# How much to pay for a recipe?



## veggie45 (Jan 28, 2013)

What's a reasonable price to pay someone for a vegan dessert recipe?  I'm thinking along the lines of a cake, cupcake, or brownie recipe. Thanks!


----------



## chefwriter (Oct 31, 2012)

Why pay anything? There are lots of recipes out there or you can develop your own. Slight changes in amounts and ingredients make most recipes different anyway.


----------



## patrick spriggs (Dec 12, 2012)

brownies

raw cacao maybe 1 cup

organic maple syrup, honey, agave, stevia- 3 tbs or to taste

organic almond meal 1 cup

water 2 spoons

mix together until brownie consistency forms. 

Adding things like cayanne pepper can keep things interesting, also seasoning with kosher salt or himalayan rock salt will make a bitter brownie seem more sweet. add nuts or grains, fruit, organic peanut butter, whatever you like really.

make sure it's raw cacAo not cocoa. the former is super good for you, the latter is refined and full of preservatives and additives.

you can add raw cacao butter to make them set harder as well.

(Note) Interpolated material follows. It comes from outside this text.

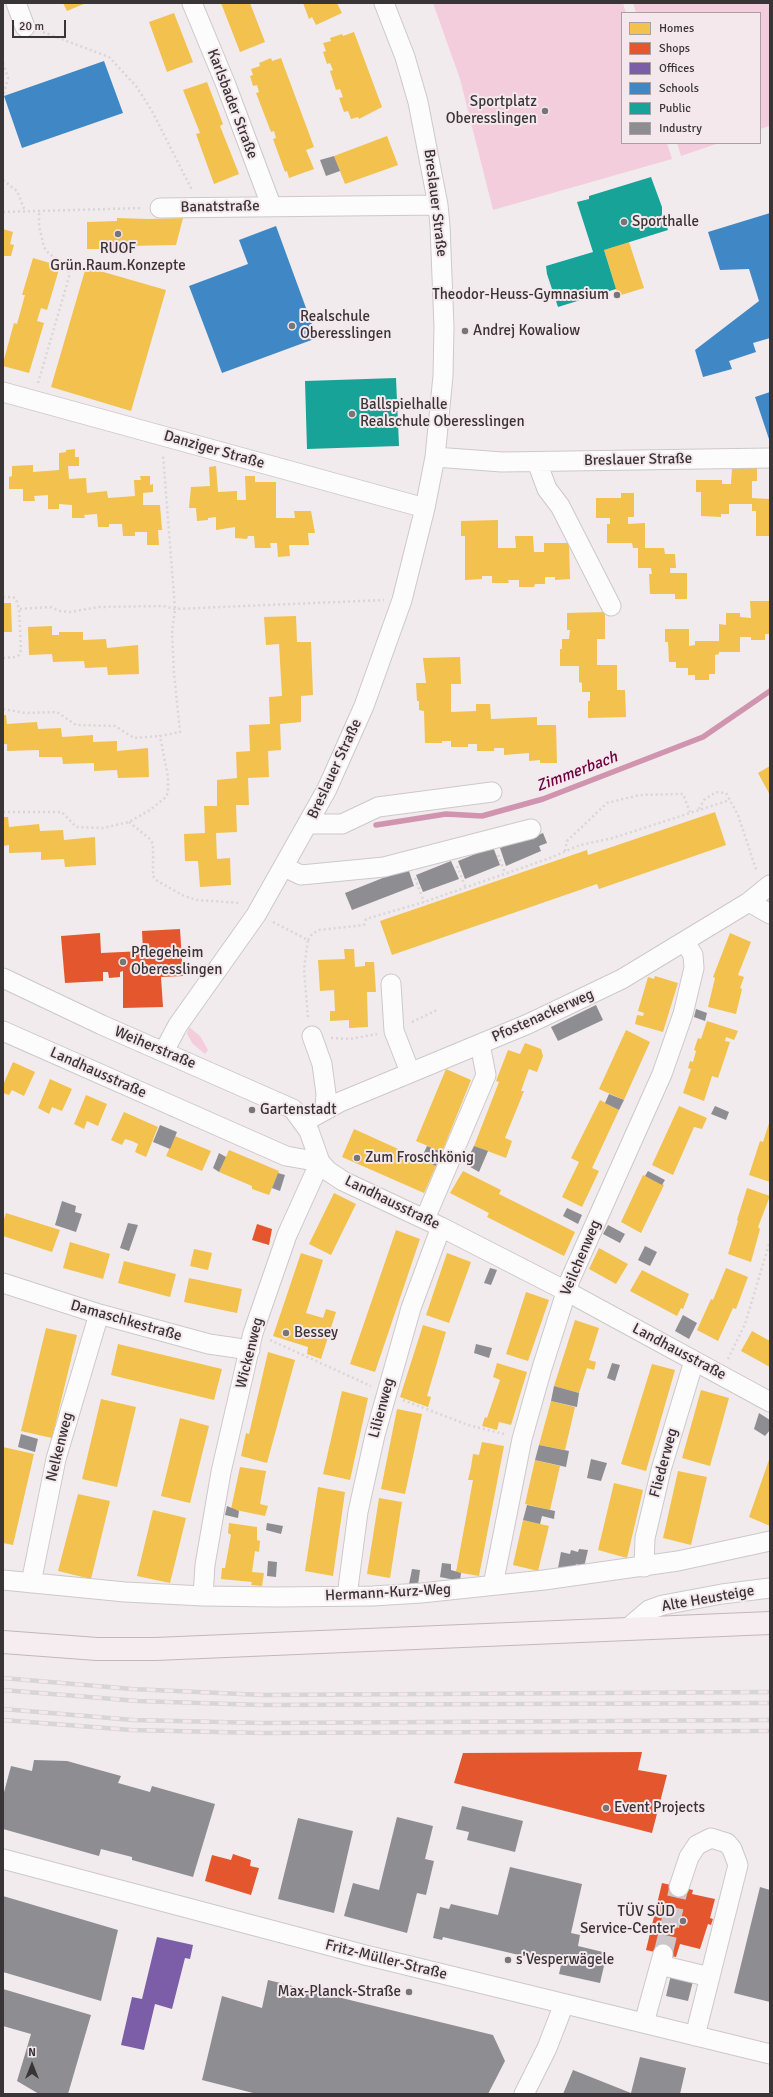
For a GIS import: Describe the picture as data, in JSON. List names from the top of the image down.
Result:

if you want to make cupcakes, make the same recipe as above, but use an avocado icing and garnish them up with strawberries or nuts. to make the choc avocado icing, blend 1 avocado with some cacao, and maple syrup or similar.


----------



## veggie45 (Jan 28, 2013)

Thanks for the info! I haven't been to culinary school and am actually looking to create vegan, gluten free desserts. I know vegan baking is tough in and of itself, so when I add gluten free to the mix, I feel like I'd have to spend weeks or possibly months perfecting a good recipe.  I was thinking of just paying a chef instead, since I'm sure it would take him/her 1/10 of the time it would take me.  Does anyone know approximately how much chefs usually get paid for each recipe they create? Thanks!


----------



## carrionshine211 (Feb 11, 2013)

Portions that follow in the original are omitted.